The task | Lines holding the string "canvas" are the ones to copy; find them all in the data.

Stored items
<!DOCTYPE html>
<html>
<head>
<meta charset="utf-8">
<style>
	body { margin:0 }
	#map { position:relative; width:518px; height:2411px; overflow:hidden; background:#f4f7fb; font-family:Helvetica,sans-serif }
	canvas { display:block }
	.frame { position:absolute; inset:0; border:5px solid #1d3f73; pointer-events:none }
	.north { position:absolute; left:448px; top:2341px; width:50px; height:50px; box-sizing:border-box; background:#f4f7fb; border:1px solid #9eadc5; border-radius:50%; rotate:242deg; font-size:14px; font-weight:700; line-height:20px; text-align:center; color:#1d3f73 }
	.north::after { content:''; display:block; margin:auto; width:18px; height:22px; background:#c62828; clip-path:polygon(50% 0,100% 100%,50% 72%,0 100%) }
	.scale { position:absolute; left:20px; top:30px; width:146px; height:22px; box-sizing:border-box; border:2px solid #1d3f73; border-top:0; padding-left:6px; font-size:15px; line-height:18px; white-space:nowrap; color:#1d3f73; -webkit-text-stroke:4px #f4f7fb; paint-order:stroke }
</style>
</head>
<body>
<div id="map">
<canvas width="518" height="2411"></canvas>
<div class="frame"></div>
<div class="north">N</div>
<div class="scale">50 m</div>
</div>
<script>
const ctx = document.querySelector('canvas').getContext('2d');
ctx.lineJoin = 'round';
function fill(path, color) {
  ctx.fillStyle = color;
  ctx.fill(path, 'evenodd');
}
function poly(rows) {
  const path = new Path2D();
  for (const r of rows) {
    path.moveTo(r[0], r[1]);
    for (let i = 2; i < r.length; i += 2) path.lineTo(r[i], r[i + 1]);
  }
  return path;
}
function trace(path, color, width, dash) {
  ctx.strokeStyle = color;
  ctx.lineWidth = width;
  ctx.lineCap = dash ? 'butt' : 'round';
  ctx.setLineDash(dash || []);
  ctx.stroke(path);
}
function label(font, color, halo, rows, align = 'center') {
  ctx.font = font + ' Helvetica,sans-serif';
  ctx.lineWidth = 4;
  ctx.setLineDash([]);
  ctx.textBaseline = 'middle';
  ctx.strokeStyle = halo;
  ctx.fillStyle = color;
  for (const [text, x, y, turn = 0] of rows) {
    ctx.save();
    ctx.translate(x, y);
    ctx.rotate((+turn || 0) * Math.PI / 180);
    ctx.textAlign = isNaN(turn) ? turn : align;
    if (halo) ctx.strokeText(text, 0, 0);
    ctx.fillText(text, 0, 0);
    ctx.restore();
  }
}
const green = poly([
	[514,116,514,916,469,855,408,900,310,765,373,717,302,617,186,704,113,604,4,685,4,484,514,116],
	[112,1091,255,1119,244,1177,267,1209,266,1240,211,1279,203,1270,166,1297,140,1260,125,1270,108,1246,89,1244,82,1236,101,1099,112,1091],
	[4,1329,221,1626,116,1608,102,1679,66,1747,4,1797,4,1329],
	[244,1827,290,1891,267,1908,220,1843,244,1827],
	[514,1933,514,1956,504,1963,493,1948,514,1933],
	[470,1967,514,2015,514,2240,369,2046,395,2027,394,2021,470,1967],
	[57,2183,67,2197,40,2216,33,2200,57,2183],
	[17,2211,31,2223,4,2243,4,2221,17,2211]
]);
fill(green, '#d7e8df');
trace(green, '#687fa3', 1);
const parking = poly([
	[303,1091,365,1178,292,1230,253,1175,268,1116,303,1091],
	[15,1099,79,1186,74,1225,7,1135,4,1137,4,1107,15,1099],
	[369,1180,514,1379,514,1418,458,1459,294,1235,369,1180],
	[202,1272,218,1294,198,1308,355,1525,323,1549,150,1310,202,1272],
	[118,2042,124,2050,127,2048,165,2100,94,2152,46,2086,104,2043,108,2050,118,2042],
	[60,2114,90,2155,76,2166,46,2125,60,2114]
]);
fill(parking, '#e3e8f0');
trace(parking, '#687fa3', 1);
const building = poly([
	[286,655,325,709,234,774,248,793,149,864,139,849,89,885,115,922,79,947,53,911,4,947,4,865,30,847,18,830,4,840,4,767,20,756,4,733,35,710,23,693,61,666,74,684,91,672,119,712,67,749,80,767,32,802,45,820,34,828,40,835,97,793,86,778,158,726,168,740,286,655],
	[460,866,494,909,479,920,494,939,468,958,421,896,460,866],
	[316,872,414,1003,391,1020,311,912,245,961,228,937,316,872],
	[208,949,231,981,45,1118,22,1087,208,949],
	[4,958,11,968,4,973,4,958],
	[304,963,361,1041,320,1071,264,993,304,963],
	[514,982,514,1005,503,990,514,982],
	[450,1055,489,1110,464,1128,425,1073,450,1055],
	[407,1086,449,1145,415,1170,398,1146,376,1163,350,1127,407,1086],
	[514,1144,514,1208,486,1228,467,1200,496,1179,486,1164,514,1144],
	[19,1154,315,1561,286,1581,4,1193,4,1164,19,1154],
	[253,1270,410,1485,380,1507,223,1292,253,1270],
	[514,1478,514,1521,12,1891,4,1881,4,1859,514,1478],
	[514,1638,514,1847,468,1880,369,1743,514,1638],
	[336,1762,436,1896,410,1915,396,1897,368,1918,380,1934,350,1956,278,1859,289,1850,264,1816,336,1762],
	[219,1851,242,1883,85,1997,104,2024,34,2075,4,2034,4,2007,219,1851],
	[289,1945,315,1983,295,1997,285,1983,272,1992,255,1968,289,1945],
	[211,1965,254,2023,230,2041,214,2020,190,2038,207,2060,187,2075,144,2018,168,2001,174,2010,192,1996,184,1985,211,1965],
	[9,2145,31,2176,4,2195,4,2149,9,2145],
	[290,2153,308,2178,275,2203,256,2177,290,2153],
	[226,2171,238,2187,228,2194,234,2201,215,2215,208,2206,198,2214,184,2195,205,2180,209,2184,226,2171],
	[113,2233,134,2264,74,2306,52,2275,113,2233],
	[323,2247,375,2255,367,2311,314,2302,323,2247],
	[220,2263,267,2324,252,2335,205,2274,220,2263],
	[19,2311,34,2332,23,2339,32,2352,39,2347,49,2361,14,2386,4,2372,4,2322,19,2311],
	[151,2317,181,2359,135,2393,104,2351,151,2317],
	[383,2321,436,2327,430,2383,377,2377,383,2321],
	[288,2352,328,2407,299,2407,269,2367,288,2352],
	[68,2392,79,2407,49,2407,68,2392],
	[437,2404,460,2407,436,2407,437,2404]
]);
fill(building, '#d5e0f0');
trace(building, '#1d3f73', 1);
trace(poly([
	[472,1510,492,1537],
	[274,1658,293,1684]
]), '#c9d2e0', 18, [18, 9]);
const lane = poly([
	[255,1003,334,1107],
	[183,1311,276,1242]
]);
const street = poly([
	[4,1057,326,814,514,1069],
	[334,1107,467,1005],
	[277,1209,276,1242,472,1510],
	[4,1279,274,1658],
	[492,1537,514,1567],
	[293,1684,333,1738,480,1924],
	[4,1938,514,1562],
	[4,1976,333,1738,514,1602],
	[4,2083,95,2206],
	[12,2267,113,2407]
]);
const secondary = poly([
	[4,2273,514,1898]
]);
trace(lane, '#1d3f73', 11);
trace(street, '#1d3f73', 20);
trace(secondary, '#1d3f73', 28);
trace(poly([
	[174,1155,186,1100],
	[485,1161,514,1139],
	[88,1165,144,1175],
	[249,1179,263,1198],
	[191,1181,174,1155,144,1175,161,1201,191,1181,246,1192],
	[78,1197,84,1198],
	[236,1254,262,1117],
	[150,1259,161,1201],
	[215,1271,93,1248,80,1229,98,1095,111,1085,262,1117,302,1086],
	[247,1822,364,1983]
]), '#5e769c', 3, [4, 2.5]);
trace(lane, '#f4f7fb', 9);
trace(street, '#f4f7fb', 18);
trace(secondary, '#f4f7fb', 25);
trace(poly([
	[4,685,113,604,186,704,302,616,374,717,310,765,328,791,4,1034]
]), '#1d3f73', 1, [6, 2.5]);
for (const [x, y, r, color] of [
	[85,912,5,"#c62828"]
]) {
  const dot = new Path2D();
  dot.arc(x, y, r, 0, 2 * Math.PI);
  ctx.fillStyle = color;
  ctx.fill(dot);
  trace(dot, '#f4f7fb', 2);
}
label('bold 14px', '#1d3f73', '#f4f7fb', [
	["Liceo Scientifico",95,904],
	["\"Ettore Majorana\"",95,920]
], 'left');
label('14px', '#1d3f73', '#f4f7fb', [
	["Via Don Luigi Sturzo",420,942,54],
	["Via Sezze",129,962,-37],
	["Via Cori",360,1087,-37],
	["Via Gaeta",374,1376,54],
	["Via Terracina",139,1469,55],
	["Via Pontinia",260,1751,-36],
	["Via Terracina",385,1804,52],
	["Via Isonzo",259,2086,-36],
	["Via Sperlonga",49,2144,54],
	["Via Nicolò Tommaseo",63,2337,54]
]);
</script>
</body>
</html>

The completed task |
	canvas { display:block }
<canvas width="518" height="2411"></canvas>
const ctx = document.querySelector('canvas').getContext('2d');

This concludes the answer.